Exercise requirements: Start at the top of the records below and copy them exactly to the end.

(Data excerpts)
^^^^

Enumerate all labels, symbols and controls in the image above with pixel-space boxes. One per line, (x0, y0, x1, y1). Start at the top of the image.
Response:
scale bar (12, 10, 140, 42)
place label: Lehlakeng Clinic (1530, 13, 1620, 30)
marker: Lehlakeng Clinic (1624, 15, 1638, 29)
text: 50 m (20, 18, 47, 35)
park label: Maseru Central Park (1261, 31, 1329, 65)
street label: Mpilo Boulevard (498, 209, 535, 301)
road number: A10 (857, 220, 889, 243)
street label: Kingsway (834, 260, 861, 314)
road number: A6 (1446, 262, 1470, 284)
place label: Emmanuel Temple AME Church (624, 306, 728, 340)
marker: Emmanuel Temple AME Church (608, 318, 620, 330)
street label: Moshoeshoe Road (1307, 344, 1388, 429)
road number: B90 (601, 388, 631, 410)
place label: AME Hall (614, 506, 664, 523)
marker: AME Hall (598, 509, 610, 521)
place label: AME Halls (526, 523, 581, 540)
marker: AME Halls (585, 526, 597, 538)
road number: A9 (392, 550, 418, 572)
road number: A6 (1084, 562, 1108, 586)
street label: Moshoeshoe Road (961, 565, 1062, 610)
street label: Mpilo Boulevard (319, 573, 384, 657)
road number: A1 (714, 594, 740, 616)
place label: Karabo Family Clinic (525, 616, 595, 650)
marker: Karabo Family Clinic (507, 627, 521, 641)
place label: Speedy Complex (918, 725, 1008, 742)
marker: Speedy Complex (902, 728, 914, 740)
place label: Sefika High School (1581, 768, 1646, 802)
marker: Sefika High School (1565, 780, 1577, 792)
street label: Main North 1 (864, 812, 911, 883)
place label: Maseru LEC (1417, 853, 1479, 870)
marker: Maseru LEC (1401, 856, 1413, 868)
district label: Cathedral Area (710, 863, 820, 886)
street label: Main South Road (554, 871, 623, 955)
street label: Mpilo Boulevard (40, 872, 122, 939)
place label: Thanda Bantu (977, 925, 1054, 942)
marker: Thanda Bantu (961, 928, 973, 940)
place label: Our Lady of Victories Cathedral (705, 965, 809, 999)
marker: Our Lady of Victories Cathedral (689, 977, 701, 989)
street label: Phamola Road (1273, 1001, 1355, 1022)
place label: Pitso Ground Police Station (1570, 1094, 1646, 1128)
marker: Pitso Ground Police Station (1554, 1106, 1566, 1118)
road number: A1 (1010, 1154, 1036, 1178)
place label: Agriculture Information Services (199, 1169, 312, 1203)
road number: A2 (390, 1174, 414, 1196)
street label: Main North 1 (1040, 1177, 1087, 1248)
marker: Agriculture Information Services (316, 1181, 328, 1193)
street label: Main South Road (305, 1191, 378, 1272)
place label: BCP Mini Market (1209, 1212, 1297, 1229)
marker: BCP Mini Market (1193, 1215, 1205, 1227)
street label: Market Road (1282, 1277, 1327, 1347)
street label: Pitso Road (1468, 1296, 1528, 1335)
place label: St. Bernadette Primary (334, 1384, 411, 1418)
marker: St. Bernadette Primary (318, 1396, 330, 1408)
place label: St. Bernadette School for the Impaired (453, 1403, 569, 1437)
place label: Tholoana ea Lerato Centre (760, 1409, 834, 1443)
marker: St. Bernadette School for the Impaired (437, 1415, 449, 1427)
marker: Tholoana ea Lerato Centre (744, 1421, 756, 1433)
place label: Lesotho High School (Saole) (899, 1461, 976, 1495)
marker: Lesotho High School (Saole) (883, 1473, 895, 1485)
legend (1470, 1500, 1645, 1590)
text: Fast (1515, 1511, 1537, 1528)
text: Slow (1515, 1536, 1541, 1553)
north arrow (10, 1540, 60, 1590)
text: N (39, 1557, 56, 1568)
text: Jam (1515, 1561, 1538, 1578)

^^^^

Response area:
Enumerate all labels, symbols and controls in the image above with pixel-space boxes. One per line, (x0, y0, x1, y1). Start at the top of the image.
Response:
scale bar (12, 10, 140, 42)
place label: Lehlakeng Clinic (1530, 13, 1620, 30)
marker: Lehlakeng Clinic (1624, 15, 1638, 29)
text: 50 m (20, 18, 47, 35)
park label: Maseru Central Park (1261, 31, 1329, 65)
street label: Mpilo Boulevard (498, 209, 535, 301)
road number: A10 (857, 220, 889, 243)
street label: Kingsway (834, 260, 861, 314)
road number: A6 (1446, 262, 1470, 284)
place label: Emmanuel Temple AME Church (624, 306, 728, 340)
marker: Emmanuel Temple AME Church (608, 318, 620, 330)
street label: Moshoeshoe Road (1307, 344, 1388, 429)
road number: B90 (601, 388, 631, 410)
place label: AME Hall (614, 506, 664, 523)
marker: AME Hall (598, 509, 610, 521)
place label: AME Halls (526, 523, 581, 540)
marker: AME Halls (585, 526, 597, 538)
road number: A9 (392, 550, 418, 572)
road number: A6 (1084, 562, 1108, 586)
street label: Moshoeshoe Road (961, 565, 1062, 610)
street label: Mpilo Boulevard (319, 573, 384, 657)
road number: A1 (714, 594, 740, 616)
place label: Karabo Family Clinic (525, 616, 595, 650)
marker: Karabo Family Clinic (507, 627, 521, 641)
place label: Speedy Complex (918, 725, 1008, 742)
marker: Speedy Complex (902, 728, 914, 740)
place label: Sefika High School (1581, 768, 1646, 802)
marker: Sefika High School (1565, 780, 1577, 792)
street label: Main North 1 (864, 812, 911, 883)
place label: Maseru LEC (1417, 853, 1479, 870)
marker: Maseru LEC (1401, 856, 1413, 868)
district label: Cathedral Area (710, 863, 820, 886)
street label: Main South Road (554, 871, 623, 955)
street label: Mpilo Boulevard (40, 872, 122, 939)
place label: Thanda Bantu (977, 925, 1054, 942)
marker: Thanda Bantu (961, 928, 973, 940)
place label: Our Lady of Victories Cathedral (705, 965, 809, 999)
marker: Our Lady of Victories Cathedral (689, 977, 701, 989)
street label: Phamola Road (1273, 1001, 1355, 1022)
place label: Pitso Ground Police Station (1570, 1094, 1646, 1128)
marker: Pitso Ground Police Station (1554, 1106, 1566, 1118)
road number: A1 (1010, 1154, 1036, 1178)
place label: Agriculture Information Services (199, 1169, 312, 1203)
road number: A2 (390, 1174, 414, 1196)
street label: Main North 1 (1040, 1177, 1087, 1248)
marker: Agriculture Information Services (316, 1181, 328, 1193)
street label: Main South Road (305, 1191, 378, 1272)
place label: BCP Mini Market (1209, 1212, 1297, 1229)
marker: BCP Mini Market (1193, 1215, 1205, 1227)
street label: Market Road (1282, 1277, 1327, 1347)
street label: Pitso Road (1468, 1296, 1528, 1335)
place label: St. Bernadette Primary (334, 1384, 411, 1418)
marker: St. Bernadette Primary (318, 1396, 330, 1408)
place label: St. Bernadette School for the Impaired (453, 1403, 569, 1437)
place label: Tholoana ea Lerato Centre (760, 1409, 834, 1443)
marker: St. Bernadette School for the Impaired (437, 1415, 449, 1427)
marker: Tholoana ea Lerato Centre (744, 1421, 756, 1433)
place label: Lesotho High School (Saole) (899, 1461, 976, 1495)
marker: Lesotho High School (Saole) (883, 1473, 895, 1485)
legend (1470, 1500, 1645, 1590)
text: Fast (1515, 1511, 1537, 1528)
text: Slow (1515, 1536, 1541, 1553)
north arrow (10, 1540, 60, 1590)
text: N (39, 1557, 56, 1568)
text: Jam (1515, 1561, 1538, 1578)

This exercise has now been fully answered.